Das alles dauerte etwas über einer halben Stunde.

Das Finden eines passenden Autos hingegen, deutlich länger.

In Kanada ist das Handeln über Online-Kleinanzeigen Gang und Gäbe - die größten Portale, auf denen man fast alles findet, sind Kijiji und der Facebook Marktplatz. Natürlich gibt es auch noch spezialisierte Seiten für Produktanzeigen, wie z.B. autotrader.ca, aber die größere Auswahl, und oft auch die günstigeren Angebote, findet man auf den beiden zuerst genannten Portalen.

Mit meinen Plänen im Hinterkopf schaute ich beim Autokauf natürlich nach gewissen Spezifikationen, die ich in einem Auto haben wollte.
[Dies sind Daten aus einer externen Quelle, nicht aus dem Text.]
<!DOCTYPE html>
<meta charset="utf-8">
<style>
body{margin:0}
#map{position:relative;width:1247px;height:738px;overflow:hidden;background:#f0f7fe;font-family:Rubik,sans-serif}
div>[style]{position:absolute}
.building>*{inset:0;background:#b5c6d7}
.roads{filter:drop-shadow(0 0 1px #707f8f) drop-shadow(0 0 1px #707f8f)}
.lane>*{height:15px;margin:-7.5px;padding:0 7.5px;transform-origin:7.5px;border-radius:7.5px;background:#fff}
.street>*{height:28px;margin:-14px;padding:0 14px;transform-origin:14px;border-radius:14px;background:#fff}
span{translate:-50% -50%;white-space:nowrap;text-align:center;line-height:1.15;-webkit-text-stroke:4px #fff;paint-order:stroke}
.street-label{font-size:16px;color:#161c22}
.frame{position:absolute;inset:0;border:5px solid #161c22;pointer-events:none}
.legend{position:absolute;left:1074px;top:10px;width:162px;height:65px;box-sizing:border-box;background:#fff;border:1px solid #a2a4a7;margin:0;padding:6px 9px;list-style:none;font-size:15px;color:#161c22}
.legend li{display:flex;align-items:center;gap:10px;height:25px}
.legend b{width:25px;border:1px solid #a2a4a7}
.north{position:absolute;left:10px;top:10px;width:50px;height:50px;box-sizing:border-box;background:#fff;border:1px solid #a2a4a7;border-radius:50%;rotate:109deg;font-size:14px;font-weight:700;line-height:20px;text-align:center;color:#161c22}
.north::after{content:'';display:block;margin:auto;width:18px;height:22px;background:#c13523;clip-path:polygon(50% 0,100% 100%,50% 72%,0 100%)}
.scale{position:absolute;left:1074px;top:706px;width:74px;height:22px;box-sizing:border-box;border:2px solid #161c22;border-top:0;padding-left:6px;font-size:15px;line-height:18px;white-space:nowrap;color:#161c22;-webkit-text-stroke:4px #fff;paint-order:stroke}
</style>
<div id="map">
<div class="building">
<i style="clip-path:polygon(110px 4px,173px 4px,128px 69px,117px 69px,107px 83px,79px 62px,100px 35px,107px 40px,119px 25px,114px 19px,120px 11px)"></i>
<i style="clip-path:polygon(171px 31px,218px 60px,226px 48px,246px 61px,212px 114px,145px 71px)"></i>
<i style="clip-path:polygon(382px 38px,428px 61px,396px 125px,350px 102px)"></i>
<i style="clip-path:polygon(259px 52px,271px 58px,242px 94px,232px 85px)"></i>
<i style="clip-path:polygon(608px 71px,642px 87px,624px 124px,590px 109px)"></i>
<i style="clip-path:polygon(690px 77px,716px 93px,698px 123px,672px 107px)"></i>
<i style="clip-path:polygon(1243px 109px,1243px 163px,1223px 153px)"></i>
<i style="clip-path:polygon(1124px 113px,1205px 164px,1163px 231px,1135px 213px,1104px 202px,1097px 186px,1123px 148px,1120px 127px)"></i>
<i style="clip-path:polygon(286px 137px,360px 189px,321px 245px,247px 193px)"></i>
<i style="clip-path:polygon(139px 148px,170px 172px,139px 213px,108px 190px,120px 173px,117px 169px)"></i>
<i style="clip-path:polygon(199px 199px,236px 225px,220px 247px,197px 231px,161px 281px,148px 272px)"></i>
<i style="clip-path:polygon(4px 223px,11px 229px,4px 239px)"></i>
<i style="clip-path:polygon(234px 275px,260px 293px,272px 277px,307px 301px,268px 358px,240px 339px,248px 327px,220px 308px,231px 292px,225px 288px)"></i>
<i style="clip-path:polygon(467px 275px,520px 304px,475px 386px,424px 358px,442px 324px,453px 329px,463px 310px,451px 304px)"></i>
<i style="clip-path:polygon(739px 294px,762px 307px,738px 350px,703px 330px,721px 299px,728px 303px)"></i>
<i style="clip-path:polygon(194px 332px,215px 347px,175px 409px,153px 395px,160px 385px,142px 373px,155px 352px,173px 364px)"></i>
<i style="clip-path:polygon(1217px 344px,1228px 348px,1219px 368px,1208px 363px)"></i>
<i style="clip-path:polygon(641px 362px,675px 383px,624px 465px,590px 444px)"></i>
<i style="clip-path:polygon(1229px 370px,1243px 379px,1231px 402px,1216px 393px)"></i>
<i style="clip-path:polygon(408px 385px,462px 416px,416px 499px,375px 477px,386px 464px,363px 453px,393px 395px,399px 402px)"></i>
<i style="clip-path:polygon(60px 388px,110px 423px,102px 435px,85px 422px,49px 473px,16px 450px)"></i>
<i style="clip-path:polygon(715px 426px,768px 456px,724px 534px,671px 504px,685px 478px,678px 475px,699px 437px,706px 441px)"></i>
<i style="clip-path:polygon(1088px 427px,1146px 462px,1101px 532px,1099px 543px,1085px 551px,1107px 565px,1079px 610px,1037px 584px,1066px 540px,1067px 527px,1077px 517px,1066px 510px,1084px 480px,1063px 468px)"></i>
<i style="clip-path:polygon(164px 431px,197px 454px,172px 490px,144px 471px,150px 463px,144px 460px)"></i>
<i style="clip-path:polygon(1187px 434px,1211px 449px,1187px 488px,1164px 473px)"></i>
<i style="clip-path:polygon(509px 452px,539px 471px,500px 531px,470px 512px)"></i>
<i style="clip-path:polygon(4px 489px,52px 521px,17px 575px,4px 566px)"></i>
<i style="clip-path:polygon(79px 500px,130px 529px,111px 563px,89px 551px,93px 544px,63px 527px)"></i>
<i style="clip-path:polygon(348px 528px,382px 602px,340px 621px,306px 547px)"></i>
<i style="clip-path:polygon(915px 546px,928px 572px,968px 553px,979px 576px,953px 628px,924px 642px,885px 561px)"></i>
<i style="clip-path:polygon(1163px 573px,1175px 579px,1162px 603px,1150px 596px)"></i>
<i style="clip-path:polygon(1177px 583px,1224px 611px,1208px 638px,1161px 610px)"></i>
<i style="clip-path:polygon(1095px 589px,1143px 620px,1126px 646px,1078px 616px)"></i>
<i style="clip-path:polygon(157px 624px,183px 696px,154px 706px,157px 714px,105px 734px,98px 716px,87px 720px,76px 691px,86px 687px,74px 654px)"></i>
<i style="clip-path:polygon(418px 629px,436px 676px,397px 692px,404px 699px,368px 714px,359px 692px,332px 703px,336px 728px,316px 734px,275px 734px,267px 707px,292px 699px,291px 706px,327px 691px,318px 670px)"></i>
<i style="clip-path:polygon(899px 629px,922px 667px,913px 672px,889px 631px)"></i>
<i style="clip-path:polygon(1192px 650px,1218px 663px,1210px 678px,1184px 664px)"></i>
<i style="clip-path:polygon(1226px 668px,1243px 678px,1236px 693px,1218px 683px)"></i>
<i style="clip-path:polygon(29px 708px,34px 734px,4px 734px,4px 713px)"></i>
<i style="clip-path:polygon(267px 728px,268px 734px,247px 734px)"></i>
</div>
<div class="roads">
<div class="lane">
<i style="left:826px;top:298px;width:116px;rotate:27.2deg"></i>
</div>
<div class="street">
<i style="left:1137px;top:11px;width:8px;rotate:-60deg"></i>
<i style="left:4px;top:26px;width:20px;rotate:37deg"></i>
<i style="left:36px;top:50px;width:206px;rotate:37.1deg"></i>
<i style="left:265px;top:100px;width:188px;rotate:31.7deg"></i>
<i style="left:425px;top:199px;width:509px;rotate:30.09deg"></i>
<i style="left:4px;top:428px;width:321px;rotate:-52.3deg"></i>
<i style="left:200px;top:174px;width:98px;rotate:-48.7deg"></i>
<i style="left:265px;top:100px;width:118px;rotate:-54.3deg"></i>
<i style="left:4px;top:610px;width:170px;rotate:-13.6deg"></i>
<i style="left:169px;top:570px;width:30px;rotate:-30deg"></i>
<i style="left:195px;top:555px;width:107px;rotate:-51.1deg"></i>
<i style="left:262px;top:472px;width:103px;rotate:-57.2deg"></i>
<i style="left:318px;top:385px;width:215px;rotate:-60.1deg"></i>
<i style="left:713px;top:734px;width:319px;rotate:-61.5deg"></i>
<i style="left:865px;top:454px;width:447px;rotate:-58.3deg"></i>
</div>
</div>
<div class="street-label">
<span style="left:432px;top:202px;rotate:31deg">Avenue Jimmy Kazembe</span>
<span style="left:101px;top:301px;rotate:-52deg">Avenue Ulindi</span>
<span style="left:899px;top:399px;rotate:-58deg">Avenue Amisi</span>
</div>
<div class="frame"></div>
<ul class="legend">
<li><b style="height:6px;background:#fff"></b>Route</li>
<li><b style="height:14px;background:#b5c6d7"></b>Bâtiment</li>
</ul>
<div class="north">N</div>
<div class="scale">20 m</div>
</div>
Ich kontrollierte alle paar Tage Kijiji und Facebook, mit entsprechenden Filtern, ob ein Auto nach meinem Geschmack in der Nähe zum Verkauf aufgetaucht war. John war dabei eine große Hilfe, da er sich sehr gut mit Autos auskennt und mir stets mit gutem Rat zur Seite stand, wenn ich auf ein Fahrzeug gestoßen war, das mir interessant vorkam.

Und schließlich war er es auch, der zufällig über die Anzeige eines Toyota Minivans von 2001 stolperte, der für mich in Frage käme.

Wir kontaktierten schnell der Verkäufer und fuhren zwei Tage darauf nach Prince George, einerseits um einzukaufen, andererseits, damit ich mir den Wagen mal anschauen und testfahren konnte. Und dann hab ich mich prompt in den Van verliebt und ihn gekauft.

Der Besitzerwechsel war denkbar einfach - wir fuhren mit dem Verkäufer zur Versicherungsstelle, sie unterschrieben einen Zettel, der das Fahrzeug mir überschrieb, und ich regelte die Versicherungsdetails mit der Versicherung und bekam dann meine Nummernschilder. Und dann durfte ich meinen Wagen einfach nach Hause fahren.

Und nun bin ich stolzer Besitzer eines Minivans, der mich auf meinen Reisen durch das Land begleiten wird - und den ich liebevoll “Lenny” getauft habe, denn jedes richtige Roadtrip-Fahrzeug in Kanada braucht einen Namen. Das gehört sich einfach so.